- _Prompt_:
Print exactly the lines that run from the first line of the material to the line containing "position:absolute; left:1128px; top:650px;", both ends included, and skip the pictures.

- _Records for the task_:
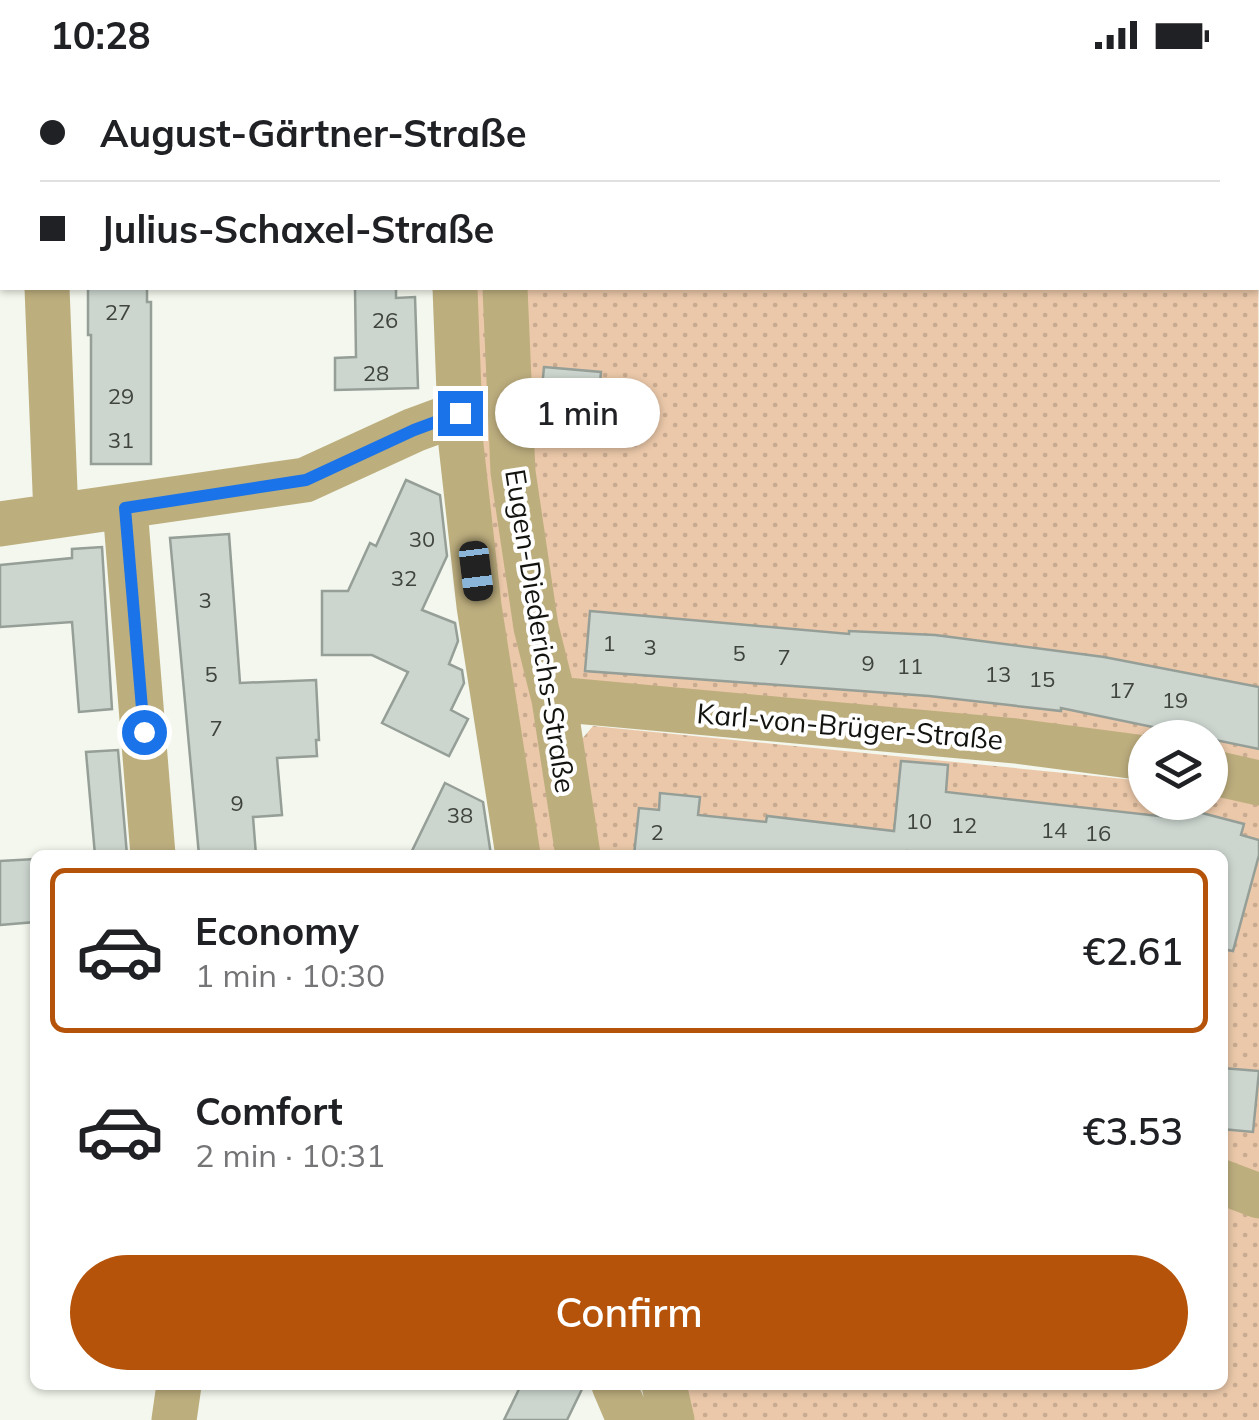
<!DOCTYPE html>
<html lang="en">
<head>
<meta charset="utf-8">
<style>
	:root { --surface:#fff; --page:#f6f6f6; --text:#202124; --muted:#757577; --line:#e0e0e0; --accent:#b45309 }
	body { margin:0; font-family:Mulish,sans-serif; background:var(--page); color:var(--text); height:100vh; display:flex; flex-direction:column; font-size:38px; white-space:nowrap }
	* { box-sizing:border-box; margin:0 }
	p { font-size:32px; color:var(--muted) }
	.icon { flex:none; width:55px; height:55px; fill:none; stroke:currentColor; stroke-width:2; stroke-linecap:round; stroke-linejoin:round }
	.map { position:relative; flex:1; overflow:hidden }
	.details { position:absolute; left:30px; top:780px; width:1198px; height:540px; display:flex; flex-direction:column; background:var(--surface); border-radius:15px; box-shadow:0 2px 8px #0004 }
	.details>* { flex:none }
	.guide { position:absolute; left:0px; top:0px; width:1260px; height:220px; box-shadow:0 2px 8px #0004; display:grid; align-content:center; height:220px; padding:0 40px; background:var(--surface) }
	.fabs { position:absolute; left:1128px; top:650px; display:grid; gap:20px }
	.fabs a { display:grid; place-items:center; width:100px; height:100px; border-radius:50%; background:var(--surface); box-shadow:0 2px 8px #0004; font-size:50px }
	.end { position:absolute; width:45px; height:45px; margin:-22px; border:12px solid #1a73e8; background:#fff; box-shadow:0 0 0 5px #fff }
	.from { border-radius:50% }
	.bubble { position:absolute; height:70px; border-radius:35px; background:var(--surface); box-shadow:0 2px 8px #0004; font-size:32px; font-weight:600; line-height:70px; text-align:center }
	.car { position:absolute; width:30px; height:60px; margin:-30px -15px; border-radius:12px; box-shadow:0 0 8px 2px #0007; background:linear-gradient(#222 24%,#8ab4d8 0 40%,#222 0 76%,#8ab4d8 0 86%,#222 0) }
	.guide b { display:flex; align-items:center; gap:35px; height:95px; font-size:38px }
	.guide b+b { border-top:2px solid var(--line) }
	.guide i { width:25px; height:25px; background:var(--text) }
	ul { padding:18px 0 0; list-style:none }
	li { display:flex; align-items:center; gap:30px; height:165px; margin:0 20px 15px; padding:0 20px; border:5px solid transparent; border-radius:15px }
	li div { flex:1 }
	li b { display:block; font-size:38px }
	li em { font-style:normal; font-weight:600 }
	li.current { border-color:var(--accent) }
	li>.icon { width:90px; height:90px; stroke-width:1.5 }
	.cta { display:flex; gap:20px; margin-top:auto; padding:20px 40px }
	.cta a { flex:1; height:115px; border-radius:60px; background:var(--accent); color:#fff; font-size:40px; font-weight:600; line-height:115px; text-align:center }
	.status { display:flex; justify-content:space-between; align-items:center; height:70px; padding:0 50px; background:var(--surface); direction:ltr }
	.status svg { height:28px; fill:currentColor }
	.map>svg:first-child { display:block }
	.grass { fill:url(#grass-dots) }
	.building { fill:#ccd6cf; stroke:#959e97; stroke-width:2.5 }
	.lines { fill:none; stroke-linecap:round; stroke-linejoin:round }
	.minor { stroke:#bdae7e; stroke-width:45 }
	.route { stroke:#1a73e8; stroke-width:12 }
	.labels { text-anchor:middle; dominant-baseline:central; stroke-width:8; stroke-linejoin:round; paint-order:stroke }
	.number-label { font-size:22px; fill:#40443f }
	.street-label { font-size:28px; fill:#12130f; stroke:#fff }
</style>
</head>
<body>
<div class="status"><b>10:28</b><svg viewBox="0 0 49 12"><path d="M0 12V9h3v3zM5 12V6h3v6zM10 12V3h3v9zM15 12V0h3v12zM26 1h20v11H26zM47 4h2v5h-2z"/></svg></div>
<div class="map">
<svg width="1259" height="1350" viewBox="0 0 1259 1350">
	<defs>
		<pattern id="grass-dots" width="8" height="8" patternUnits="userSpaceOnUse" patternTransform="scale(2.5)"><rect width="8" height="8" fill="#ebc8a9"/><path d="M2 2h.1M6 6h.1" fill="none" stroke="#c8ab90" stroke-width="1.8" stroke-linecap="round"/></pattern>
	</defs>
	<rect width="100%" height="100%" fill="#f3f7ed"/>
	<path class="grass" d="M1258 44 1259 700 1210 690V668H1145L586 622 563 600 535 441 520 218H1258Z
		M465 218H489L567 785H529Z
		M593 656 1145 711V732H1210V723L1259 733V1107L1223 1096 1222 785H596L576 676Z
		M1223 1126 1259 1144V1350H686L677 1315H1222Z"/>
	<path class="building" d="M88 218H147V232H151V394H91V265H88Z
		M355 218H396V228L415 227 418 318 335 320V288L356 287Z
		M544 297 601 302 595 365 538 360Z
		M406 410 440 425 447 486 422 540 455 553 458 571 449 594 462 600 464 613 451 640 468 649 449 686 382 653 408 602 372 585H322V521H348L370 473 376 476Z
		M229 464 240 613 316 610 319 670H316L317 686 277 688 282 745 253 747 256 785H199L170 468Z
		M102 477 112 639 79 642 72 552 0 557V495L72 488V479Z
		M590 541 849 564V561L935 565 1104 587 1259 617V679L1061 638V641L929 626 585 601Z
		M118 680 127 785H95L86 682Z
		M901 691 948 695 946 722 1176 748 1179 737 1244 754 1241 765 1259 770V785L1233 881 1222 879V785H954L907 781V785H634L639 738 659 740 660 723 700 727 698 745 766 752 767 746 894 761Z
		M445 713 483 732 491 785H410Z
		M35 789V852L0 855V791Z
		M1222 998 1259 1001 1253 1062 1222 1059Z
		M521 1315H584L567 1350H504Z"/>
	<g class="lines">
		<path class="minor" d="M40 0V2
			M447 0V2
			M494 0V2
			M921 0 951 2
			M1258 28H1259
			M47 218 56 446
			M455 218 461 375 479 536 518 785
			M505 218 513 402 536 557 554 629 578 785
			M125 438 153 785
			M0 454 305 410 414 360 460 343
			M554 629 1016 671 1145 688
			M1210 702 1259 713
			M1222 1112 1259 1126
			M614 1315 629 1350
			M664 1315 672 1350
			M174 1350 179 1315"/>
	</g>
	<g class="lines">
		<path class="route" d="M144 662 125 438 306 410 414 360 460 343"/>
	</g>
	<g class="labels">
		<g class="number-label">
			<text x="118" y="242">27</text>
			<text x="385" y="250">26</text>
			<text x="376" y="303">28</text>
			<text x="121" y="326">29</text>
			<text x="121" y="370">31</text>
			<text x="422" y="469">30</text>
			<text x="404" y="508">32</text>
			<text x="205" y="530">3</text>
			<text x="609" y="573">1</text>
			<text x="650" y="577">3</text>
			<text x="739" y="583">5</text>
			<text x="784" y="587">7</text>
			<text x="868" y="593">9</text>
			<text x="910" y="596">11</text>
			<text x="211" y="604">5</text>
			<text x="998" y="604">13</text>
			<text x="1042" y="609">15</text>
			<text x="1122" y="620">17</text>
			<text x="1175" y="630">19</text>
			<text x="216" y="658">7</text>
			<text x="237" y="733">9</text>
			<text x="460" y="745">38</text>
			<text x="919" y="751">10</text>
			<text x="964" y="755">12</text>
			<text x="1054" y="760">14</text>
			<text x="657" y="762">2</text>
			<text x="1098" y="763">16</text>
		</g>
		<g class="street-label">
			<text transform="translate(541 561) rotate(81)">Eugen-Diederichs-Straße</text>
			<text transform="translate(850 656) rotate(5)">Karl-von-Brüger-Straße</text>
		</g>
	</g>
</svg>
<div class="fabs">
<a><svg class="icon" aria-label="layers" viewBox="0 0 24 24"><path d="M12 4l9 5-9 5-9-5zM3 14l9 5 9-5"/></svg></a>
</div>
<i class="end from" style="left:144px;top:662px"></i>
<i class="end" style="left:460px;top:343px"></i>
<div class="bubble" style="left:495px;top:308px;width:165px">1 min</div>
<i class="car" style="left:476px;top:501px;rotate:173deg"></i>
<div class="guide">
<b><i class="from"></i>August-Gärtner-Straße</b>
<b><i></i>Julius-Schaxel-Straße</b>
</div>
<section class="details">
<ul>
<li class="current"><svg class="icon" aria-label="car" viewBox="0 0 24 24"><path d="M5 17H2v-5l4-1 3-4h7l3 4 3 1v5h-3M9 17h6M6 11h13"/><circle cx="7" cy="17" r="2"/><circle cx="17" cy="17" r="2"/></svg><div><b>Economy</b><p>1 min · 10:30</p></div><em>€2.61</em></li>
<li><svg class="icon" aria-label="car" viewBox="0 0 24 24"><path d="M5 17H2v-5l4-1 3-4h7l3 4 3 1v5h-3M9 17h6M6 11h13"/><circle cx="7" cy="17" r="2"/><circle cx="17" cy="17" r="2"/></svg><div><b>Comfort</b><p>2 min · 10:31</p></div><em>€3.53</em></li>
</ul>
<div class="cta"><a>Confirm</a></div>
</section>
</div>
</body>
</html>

- _Output of the exercise_:
<!DOCTYPE html>
<html lang="en">
<head>
<meta charset="utf-8">
<style>
	:root { --surface:#fff; --page:#f6f6f6; --text:#202124; --muted:#757577; --line:#e0e0e0; --accent:#b45309 }
	body { margin:0; font-family:Mulish,sans-serif; background:var(--page); color:var(--text); height:100vh; display:flex; flex-direction:column; font-size:38px; white-space:nowrap }
	* { box-sizing:border-box; margin:0 }
	p { font-size:32px; color:var(--muted) }
	.icon { flex:none; width:55px; height:55px; fill:none; stroke:currentColor; stroke-width:2; stroke-linecap:round; stroke-linejoin:round }
	.map { position:relative; flex:1; overflow:hidden }
	.details { position:absolute; left:30px; top:780px; width:1198px; height:540px; display:flex; flex-direction:column; background:var(--surface); border-radius:15px; box-shadow:0 2px 8px #0004 }
	.details>* { flex:none }
	.guide { position:absolute; left:0px; top:0px; width:1260px; height:220px; box-shadow:0 2px 8px #0004; display:grid; align-content:center; height:220px; padding:0 40px; background:var(--surface) }
	.fabs { position:absolute; left:1128px; top:650px; display:grid; gap:20px }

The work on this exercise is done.